(Stored data)
----
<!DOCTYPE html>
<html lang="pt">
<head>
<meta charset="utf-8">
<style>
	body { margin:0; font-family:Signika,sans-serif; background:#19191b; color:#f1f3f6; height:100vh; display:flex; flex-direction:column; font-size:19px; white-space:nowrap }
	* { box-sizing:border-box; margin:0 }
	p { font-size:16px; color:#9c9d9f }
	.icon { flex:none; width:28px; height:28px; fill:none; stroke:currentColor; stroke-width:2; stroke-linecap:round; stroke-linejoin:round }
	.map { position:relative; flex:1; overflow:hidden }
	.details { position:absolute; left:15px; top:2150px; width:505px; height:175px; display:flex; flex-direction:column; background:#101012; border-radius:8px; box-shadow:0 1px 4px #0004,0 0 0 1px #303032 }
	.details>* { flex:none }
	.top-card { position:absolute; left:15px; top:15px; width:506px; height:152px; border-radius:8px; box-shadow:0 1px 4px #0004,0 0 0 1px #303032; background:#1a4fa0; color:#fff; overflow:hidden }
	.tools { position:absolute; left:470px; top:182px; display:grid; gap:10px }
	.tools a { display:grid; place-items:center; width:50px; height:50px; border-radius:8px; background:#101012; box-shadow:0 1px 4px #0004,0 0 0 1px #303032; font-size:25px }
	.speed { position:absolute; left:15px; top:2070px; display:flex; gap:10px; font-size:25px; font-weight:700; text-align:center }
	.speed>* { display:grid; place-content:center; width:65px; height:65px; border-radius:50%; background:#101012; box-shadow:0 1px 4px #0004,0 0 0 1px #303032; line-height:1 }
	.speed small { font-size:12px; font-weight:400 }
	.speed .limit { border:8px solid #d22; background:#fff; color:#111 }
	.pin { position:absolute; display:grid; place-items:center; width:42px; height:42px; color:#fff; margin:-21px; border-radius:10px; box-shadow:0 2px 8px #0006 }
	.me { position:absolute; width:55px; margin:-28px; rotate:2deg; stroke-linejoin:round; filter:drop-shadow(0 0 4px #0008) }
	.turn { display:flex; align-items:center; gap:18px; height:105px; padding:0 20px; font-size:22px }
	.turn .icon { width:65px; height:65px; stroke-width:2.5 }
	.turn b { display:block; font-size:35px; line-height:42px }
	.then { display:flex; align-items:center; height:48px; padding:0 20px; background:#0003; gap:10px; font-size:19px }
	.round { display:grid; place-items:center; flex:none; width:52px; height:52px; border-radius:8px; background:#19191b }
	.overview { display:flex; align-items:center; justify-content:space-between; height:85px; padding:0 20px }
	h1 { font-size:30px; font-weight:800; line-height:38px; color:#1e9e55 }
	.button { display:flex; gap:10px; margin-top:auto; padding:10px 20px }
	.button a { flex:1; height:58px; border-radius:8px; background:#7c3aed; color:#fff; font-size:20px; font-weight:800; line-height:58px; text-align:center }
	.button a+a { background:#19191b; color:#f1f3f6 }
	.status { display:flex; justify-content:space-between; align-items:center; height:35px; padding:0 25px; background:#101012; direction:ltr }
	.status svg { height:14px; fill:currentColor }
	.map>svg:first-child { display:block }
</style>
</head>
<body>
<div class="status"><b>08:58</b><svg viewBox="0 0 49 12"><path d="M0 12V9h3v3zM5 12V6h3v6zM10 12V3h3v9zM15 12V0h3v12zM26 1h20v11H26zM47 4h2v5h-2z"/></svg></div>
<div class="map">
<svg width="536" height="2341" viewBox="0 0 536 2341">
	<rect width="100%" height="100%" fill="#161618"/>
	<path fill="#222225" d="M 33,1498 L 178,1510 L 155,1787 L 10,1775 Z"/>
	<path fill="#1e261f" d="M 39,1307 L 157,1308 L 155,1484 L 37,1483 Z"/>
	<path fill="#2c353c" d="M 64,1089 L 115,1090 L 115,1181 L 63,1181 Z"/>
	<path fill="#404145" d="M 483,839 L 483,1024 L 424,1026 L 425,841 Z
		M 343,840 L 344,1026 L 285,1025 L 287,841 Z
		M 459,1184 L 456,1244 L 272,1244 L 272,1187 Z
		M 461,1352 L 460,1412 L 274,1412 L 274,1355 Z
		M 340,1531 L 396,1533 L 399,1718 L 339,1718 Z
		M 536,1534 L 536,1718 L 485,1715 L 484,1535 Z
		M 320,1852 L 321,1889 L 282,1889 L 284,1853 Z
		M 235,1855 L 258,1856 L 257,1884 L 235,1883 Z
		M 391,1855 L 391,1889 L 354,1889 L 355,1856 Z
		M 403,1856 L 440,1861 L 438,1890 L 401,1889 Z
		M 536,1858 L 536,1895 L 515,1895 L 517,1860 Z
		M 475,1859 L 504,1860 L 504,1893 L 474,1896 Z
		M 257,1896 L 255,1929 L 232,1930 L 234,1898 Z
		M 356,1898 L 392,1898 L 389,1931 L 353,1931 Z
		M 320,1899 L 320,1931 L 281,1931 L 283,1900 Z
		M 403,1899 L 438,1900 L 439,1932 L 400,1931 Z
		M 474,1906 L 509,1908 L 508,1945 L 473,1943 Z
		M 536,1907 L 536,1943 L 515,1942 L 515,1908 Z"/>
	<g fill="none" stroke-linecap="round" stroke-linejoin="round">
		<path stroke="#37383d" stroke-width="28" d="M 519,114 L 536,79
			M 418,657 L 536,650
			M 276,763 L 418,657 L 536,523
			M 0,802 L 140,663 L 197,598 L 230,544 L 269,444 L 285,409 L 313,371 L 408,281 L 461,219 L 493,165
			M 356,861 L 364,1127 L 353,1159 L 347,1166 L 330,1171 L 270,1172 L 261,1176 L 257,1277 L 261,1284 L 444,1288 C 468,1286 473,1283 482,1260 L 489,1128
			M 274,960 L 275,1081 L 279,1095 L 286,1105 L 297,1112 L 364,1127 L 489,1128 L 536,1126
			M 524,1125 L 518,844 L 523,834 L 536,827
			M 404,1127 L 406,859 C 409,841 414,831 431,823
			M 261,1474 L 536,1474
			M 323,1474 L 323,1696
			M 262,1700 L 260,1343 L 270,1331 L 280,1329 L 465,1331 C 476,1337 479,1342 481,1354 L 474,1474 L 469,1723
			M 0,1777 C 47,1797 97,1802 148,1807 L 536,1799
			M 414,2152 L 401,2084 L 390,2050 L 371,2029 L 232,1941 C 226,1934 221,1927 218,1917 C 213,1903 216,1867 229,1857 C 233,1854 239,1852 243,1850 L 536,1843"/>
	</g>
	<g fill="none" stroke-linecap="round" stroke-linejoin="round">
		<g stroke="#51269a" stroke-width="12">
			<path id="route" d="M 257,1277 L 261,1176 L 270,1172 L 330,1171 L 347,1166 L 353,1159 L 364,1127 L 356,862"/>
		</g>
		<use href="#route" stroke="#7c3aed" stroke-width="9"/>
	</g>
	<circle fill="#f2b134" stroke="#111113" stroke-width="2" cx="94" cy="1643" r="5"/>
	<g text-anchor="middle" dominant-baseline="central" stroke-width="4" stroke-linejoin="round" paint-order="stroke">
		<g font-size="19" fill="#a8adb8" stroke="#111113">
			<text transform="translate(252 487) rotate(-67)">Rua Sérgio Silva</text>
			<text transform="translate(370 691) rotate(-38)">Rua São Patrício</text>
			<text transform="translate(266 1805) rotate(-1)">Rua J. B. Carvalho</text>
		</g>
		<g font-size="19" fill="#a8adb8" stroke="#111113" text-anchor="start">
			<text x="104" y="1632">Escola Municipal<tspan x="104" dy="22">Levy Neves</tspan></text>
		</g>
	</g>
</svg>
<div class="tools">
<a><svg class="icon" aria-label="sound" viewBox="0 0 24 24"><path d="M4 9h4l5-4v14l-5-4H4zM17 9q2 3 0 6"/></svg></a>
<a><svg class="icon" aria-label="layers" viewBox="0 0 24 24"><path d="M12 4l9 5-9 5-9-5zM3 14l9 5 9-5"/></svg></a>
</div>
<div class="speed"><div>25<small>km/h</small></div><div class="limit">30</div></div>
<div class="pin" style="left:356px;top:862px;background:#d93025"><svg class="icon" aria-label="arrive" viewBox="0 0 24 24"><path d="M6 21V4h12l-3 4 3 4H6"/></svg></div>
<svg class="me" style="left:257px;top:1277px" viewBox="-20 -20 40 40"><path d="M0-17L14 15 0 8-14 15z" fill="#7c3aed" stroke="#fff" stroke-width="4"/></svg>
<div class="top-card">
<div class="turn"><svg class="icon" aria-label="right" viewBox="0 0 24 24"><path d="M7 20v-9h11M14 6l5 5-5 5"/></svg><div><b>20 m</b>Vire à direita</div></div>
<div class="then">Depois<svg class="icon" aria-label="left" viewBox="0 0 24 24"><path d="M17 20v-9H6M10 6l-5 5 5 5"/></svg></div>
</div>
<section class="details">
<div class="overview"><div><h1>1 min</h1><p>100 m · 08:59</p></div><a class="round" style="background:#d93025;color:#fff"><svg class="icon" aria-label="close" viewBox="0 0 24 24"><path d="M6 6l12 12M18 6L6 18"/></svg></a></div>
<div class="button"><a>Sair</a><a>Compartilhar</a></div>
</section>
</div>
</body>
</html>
----
- **What you have to do**:
Write only the number of lines in the entries that contain the word "limit".

- **Output for this task**:
2